The exhibition Archizines is currently visible at the Storefront for Art and Architecture in New York City and touring in ten cities of Europe and North America. This display of eighty architectural journals (including the funambulist’s friends from Studio Magazine and Beyond!) is a good opportunity for us to question this medium of communication of ideas. Fifty years from now, Archigram and its ten zines publications participated to a revolution of architecture from the modernist patronizing austerity to a bold and imaginative movement for a city liberated from its bourgeoisie. Nowadays, the democratic aspect of these journals lies more in their facilitated production than in their radical contents. This mean of publication has indeed evolved with the relatively recent creation of many self-publishing services and the potential communication about the printed issues via the internet. The price reflects such means of production and contrast with more established architectural magazines with a larger run. Nevertheless, the goal of a more democratic access to knowledge has still to be pursued.
Two very recent examples of (non-architectural) publications aiming to this goal can be considered here to describe an ideal for the journals involved in the exhibition Archizines. The first one is the small pamphlet entitled ‘Indignez Vous’ (Time for Outrage in its English version) written by French former resistant 95 years old Stéphane Hessel in 2010. This 27 pages manual invites its readers to actively critique their political environment and undertake a pacific insurrection. This small book was sold for three euros (less than four US dollars) and many of us bought several of them to give them away to friends and acquaintances. In less than a year it has been translated in thirty four languages, acquired by four millions people, and gave its name to the Spanish social movement the Indignados. Adopting the format of a pocket pamphlet ‘Indignez Vous’ managed to be spread out and therefore politically active while a similar volume, ‘L’insurrection qui vient’ (The Coming Insurrection) did not reach out to the same amount of readers for having registered within more traditional means of publishing.
The second example, closer from the archizines because of its variations through several issues, is offered by the Occupy Theory journal, Tidal. The two first issues which proposed small essays from occupiers intellectuals such as Judith Butler were distributed for free all around New York City in an attempt to invite a plethora of readers to reach a level of criticality towards our economical and political environment. Tidal also proposes an articulated discourse on how the movement Occupy and its world equivalents unfold themselves as various resistive strategies against this same environment. The journal relies on donations –via kickstarter for example- in order to exist and to be distributed for free in the subway and on public squares.
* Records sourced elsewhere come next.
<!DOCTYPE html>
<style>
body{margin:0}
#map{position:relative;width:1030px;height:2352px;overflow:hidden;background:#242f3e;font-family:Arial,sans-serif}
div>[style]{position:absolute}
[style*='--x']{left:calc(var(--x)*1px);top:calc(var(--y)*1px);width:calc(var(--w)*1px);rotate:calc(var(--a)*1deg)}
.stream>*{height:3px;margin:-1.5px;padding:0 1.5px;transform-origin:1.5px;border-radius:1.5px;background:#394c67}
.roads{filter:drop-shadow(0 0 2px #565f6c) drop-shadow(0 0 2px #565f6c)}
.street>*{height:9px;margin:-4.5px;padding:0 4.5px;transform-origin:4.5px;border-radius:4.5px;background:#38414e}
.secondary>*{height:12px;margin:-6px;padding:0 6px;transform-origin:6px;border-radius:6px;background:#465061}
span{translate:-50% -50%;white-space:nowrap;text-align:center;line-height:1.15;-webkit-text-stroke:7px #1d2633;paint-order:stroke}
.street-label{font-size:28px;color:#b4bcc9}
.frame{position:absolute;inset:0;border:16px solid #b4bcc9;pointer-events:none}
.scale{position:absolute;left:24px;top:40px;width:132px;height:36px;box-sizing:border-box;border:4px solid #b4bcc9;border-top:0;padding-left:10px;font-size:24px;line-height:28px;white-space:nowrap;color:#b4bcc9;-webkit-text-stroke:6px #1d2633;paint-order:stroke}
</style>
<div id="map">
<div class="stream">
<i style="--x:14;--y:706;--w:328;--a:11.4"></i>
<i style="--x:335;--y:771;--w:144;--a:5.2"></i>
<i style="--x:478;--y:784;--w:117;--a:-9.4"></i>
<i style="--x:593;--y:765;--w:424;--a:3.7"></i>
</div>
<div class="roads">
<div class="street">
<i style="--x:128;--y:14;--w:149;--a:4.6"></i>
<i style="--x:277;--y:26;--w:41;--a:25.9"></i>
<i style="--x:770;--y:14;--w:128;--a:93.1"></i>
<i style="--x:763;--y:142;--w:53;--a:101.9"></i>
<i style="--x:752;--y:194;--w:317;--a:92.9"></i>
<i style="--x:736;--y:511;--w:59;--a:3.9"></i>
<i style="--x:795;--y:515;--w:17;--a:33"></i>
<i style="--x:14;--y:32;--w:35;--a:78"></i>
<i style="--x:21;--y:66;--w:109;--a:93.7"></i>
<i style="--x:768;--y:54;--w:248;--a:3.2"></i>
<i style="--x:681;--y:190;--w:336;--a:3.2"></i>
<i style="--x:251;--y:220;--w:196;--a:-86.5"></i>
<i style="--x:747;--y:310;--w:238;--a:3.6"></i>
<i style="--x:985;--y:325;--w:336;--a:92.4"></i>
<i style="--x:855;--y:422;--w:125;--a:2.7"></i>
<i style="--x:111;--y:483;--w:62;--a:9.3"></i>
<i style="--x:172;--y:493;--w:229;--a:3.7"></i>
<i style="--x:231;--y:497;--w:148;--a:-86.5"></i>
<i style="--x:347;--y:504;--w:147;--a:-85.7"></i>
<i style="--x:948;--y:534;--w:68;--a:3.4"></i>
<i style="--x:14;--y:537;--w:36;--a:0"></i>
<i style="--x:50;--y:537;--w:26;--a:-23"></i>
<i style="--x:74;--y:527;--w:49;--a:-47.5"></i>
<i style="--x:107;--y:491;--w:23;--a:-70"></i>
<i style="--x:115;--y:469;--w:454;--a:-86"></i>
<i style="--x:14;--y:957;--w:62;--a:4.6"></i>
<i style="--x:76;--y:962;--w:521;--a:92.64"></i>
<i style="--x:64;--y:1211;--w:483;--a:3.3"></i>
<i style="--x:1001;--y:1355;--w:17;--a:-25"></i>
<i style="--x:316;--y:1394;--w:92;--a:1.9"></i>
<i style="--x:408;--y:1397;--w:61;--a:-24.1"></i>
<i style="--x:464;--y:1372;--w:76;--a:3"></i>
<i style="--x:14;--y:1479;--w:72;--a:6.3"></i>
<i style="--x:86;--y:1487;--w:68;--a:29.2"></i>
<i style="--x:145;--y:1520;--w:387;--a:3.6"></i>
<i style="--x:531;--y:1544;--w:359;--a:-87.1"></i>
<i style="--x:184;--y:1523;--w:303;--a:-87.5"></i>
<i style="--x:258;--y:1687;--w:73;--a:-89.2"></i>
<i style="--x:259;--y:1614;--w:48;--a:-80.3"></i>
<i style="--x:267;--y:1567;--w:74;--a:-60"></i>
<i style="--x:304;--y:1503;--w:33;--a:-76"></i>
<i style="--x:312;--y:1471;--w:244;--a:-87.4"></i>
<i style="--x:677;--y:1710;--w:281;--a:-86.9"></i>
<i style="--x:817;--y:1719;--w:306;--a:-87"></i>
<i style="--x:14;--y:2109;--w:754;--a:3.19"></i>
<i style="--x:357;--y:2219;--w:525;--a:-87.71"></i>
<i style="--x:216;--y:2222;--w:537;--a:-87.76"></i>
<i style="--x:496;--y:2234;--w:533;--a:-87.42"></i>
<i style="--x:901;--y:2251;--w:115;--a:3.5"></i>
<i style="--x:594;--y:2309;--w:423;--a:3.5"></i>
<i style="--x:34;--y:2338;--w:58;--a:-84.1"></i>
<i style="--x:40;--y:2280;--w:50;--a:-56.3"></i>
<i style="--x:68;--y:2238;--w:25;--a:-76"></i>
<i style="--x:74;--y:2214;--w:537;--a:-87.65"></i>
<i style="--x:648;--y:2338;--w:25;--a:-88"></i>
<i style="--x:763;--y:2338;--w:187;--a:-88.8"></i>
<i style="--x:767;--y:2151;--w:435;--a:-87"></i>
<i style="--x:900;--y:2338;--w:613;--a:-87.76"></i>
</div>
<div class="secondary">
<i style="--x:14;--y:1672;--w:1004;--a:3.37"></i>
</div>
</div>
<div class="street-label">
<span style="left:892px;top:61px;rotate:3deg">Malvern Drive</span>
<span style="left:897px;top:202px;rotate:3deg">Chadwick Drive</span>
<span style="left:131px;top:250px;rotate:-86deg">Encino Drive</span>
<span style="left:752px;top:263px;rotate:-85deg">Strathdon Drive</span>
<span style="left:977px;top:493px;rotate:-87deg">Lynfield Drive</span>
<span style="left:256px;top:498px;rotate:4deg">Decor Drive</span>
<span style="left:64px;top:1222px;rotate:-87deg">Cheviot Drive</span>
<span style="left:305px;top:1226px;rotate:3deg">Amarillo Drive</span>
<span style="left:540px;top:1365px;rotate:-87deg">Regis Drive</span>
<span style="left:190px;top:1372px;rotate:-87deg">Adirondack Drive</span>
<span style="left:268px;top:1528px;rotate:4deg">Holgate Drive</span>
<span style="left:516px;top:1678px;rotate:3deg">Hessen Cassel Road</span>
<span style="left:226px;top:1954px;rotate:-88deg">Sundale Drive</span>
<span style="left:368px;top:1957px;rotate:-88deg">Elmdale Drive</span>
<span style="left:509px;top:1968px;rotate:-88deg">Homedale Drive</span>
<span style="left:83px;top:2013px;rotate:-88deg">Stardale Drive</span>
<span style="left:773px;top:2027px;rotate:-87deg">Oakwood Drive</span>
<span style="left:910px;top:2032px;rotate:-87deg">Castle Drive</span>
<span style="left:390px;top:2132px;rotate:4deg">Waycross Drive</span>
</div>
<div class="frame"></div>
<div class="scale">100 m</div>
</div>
Of course, this article does not try to be judgmental towards the many journals that remains at a price which make them less accessible for a whole part of population, but it seems important to introduces means of production which seems more in adequacy with what zines stand for: subjective and cheap publications that can reach a broad audience. In this regard, this short text can find its conclusion in the evocation of a very recent initiative proposed by Ethel Baraona as a side event of the exhibition archizines, the Make Your Own Architecture Fanzine workshop. This event occurred on April 21st and allowed four teams of two people to challenge the idea of the zine while creating a new one. May this exhibition and those various other examples inspire many people to undertake such reflections and productions.